Another head broke the surface. Then another. Small bodies rising from the deep. Blue hands climbing the rock, sitting in a row. All of them waving. All of them smiling. Skin sloughing off their bodies in some parts, and in others, parts of them were missing. Lips and noses nibbled away by fish.

“Let’s go.” Michael’s chin quivered. “Let’s go back to the treehouse.”

A child’s laugh echoed across the still water. “Wendy …”

John supported me, holding me upright. “We’re leaving,” he said.

Above us, the sky tore open.

Birds spiraled downward, a storm of black feathers, and a thousand glossy eyes. Michael swung through the chaos.

The words on the rock flared gold. Then vanished.

Something inside me snapped. My shadow slammed back into place. Hot pain shot down my spine and I fell to my knees.

John and Michael dragged me up. Wind screamed. Birds gathered in the sky, their bodies shaping a single silhouette.

A boy in flight.

And then, through the pain, somehow, we all ran.

I don’t know how far. I don’t know how long. The forest blurred around us, branches clawing at our clothes, roots rising to trip us.

When we finally stopped I looked down at my shadow.

It was there. Whole again. Attached.

But it wasn’t mine.

Its shape didn’t match my body. Its edges were too sharp. And when I raised my hand, it didn’t move.

It smiled.

Every sound doubled. Our boots squelching through the muck. Michael’s and John’s breaths strained, too fast, too shallow. Even the boom in my chest. My heartbeat. A war drum. Keeping time as we marched back.

The trees parted without warning.

And there it was again. The treehouse. Leaning out of the darkness like a child’s lost toy waiting to be found.

Worn boards creaked and groaned. Shadows pooled at its base. Everything was as we left it before—but not.

The rope ladder hung in the same place. The tin cups, including the rusted ones, were still there. The same vines crawled up the supports, thick and slow.

But something had changed. A change I couldn’t quite name.

Not a leaf moved. Not a branch swayed.

Everything was frozen still. Holding its breath. Waiting.

Air sat heavy in my lungs, warm and wet. It was harder to breathe here than just moments ago along the path. The air tasted different too. Metallic. Old.

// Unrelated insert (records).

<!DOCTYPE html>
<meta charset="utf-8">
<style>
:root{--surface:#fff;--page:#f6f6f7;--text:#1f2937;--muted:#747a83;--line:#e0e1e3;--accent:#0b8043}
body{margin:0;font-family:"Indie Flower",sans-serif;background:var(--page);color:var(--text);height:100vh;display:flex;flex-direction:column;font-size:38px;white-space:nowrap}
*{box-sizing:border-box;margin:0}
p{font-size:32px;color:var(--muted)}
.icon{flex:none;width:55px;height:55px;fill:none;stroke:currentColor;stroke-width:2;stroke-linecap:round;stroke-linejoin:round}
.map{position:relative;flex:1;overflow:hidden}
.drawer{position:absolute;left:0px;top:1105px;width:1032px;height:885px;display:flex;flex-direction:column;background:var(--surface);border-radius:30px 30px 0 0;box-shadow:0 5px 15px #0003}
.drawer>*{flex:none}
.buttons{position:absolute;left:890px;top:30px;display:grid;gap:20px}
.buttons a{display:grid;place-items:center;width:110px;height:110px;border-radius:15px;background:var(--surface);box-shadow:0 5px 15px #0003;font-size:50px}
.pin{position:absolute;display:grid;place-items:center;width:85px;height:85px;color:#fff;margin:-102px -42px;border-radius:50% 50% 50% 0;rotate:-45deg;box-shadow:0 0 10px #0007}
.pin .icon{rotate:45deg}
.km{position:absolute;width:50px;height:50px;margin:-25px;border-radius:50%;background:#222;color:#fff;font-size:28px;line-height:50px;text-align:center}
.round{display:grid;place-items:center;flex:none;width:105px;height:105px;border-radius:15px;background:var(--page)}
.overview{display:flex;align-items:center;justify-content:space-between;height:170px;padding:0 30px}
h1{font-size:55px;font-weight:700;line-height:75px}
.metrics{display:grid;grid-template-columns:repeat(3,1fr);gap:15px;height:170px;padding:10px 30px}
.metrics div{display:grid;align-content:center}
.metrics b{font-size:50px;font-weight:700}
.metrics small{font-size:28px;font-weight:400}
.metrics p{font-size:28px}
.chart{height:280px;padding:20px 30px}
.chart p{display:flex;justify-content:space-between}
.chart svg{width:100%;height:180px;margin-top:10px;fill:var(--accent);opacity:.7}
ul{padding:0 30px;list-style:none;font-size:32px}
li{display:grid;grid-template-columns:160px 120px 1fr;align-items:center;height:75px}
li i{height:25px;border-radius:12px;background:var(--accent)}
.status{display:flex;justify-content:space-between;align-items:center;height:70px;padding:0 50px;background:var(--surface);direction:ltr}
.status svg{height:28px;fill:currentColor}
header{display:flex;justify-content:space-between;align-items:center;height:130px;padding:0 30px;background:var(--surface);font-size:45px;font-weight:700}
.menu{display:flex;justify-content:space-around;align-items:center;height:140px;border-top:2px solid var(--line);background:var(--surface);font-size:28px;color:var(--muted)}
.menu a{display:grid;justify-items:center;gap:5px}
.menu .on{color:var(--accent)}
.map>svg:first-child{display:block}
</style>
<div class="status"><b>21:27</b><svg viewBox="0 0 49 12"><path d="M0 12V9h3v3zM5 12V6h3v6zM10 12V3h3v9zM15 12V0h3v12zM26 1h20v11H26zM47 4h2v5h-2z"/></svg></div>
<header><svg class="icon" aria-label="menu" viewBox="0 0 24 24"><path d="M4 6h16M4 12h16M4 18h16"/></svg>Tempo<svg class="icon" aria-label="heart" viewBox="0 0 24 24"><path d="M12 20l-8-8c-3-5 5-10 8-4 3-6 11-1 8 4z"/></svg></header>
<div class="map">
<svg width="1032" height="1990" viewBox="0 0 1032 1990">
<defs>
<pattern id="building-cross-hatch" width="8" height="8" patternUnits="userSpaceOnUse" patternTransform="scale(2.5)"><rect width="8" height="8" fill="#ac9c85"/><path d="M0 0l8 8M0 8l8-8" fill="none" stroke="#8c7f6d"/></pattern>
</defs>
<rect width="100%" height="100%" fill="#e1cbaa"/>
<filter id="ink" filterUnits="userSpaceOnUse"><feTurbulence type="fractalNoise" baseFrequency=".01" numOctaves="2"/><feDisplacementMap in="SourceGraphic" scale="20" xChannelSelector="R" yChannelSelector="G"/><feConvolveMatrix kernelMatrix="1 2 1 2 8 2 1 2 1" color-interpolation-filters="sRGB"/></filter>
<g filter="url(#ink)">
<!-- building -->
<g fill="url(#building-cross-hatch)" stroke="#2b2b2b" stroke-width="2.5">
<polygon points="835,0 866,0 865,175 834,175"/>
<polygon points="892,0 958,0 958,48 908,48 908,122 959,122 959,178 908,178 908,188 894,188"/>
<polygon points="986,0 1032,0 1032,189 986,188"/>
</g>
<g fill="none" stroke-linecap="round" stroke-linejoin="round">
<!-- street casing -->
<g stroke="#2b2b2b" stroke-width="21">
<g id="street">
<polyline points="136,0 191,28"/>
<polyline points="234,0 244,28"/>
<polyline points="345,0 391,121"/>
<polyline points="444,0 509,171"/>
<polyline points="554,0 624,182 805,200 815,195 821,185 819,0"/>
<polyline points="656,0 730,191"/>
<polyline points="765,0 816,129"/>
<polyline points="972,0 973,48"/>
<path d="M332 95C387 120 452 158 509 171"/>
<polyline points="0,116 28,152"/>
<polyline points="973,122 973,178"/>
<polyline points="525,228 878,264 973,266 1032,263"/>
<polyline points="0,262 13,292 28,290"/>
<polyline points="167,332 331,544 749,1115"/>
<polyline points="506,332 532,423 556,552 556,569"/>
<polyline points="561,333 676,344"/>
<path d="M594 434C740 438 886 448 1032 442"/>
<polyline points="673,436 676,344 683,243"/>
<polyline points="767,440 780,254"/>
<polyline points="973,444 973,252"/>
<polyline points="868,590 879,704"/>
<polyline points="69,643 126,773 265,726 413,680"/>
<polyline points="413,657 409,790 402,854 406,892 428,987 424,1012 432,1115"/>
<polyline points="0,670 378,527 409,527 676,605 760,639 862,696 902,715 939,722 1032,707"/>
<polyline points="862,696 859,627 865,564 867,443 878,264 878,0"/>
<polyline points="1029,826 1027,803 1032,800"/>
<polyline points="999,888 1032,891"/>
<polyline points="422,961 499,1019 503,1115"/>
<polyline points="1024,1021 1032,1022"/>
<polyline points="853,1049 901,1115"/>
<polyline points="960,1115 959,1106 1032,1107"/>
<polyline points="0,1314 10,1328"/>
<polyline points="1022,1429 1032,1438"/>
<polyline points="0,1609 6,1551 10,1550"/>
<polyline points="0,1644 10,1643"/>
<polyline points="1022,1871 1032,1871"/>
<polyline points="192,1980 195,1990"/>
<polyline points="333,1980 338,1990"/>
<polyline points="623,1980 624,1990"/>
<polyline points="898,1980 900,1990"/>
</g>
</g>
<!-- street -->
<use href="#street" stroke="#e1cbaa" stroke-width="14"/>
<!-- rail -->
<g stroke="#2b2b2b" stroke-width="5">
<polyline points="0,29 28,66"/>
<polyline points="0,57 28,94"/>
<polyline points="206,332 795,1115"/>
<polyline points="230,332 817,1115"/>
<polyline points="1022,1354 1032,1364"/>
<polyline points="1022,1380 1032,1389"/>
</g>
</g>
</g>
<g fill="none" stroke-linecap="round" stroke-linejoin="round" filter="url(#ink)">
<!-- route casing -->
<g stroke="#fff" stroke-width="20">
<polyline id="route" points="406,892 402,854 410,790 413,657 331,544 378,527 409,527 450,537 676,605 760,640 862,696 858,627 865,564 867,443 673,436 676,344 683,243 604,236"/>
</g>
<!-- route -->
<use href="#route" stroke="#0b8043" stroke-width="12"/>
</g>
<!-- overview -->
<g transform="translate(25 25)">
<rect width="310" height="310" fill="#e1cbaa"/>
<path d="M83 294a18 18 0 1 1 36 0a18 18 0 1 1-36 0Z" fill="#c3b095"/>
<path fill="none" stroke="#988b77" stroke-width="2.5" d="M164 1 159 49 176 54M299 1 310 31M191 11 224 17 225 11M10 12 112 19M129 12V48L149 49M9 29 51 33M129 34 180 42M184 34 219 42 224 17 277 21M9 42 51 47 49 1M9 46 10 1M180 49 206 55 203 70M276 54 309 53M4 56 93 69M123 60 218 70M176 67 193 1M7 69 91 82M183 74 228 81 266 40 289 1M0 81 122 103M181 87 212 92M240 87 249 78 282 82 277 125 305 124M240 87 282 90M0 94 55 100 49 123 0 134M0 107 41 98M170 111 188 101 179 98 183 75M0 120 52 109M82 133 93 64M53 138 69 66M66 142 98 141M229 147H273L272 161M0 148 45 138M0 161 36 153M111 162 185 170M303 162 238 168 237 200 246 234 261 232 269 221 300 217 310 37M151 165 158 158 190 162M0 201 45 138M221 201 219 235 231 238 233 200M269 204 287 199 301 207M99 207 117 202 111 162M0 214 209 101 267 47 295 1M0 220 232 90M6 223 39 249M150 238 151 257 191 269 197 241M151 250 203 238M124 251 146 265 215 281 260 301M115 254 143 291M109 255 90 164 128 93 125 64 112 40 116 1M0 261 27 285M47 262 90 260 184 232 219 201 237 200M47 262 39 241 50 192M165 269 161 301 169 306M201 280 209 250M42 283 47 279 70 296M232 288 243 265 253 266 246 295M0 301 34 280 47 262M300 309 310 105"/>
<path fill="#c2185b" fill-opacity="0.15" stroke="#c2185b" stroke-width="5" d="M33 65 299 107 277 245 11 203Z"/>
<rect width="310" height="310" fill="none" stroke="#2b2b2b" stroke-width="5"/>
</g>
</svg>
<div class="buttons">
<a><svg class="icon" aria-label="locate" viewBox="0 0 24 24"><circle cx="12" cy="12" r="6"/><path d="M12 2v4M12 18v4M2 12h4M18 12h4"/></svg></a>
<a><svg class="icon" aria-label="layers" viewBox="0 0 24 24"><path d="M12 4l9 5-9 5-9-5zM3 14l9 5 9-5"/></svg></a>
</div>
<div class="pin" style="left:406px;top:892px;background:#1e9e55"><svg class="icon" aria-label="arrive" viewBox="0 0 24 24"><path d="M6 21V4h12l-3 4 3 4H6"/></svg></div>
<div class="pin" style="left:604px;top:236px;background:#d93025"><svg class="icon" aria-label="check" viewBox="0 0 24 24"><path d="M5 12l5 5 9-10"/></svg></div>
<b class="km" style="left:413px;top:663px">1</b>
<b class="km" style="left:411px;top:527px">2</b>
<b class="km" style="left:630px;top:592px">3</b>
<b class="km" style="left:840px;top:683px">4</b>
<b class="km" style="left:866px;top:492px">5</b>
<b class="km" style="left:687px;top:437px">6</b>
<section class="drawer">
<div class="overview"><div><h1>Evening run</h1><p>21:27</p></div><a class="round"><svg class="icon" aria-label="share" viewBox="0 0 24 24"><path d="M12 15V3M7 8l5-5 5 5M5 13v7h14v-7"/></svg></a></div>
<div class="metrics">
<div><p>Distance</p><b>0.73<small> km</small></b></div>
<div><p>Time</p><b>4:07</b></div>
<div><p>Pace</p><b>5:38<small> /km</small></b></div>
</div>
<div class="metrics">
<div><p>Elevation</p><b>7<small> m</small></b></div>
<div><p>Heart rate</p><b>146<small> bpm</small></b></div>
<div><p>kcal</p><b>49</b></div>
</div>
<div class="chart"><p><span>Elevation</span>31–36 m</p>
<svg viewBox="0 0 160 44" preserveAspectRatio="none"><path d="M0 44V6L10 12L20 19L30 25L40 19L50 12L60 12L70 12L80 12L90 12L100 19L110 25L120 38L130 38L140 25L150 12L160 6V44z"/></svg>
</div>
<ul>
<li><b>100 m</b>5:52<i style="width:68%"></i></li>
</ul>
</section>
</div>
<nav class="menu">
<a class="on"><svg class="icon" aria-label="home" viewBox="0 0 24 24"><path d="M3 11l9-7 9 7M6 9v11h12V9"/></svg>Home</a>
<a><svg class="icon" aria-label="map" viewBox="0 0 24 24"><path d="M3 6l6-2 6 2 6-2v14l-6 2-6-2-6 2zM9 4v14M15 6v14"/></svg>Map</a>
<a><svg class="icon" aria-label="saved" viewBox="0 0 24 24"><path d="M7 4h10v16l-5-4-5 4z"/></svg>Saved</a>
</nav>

Like touching a copper penny to the tip of my tongue.

Before, the treehouse had smelled of rotted wood, damp and decay. Now it smelled alive. Sweet. Almost too sweet, but underneath that scent there was something else. Burning.

My body knew before my mind did. My hands started to shake. My heart raced. I knew I had to face him, but I hadn’t seen him since I was a girl.

All I’d encountered in the days leading up to today was just a shadow. I was scared of how I’d feel when I looked into his eyes. Here I was, a grown woman about to face a child’s face, with a monster beneath.

“He’s here,” I said.

“What is that?” John pointed.

Agnes’s hair ribbon. Tied to the rope ladder. Pink silk stained dark.

“Agnes!” I shouted. My voice cracked.

Nothing.

“AGNES!”

The crows came first.

They erupted from the treehouse in a shrieking black mass, pouring from windows, gaps in the wood, spiraling upward into the sky. Their cries filled the air, sharp, relentless, circling overhead. Gathering like a storm cloud.

The door opened, and he stepped out.

Breath escaped me.

I had prepared myself for the boy. The eternal child with his cruel smile and dismissive eyes. The Peter I remembered, small and golden, but terrible.

This was not that Peter, but … it was him.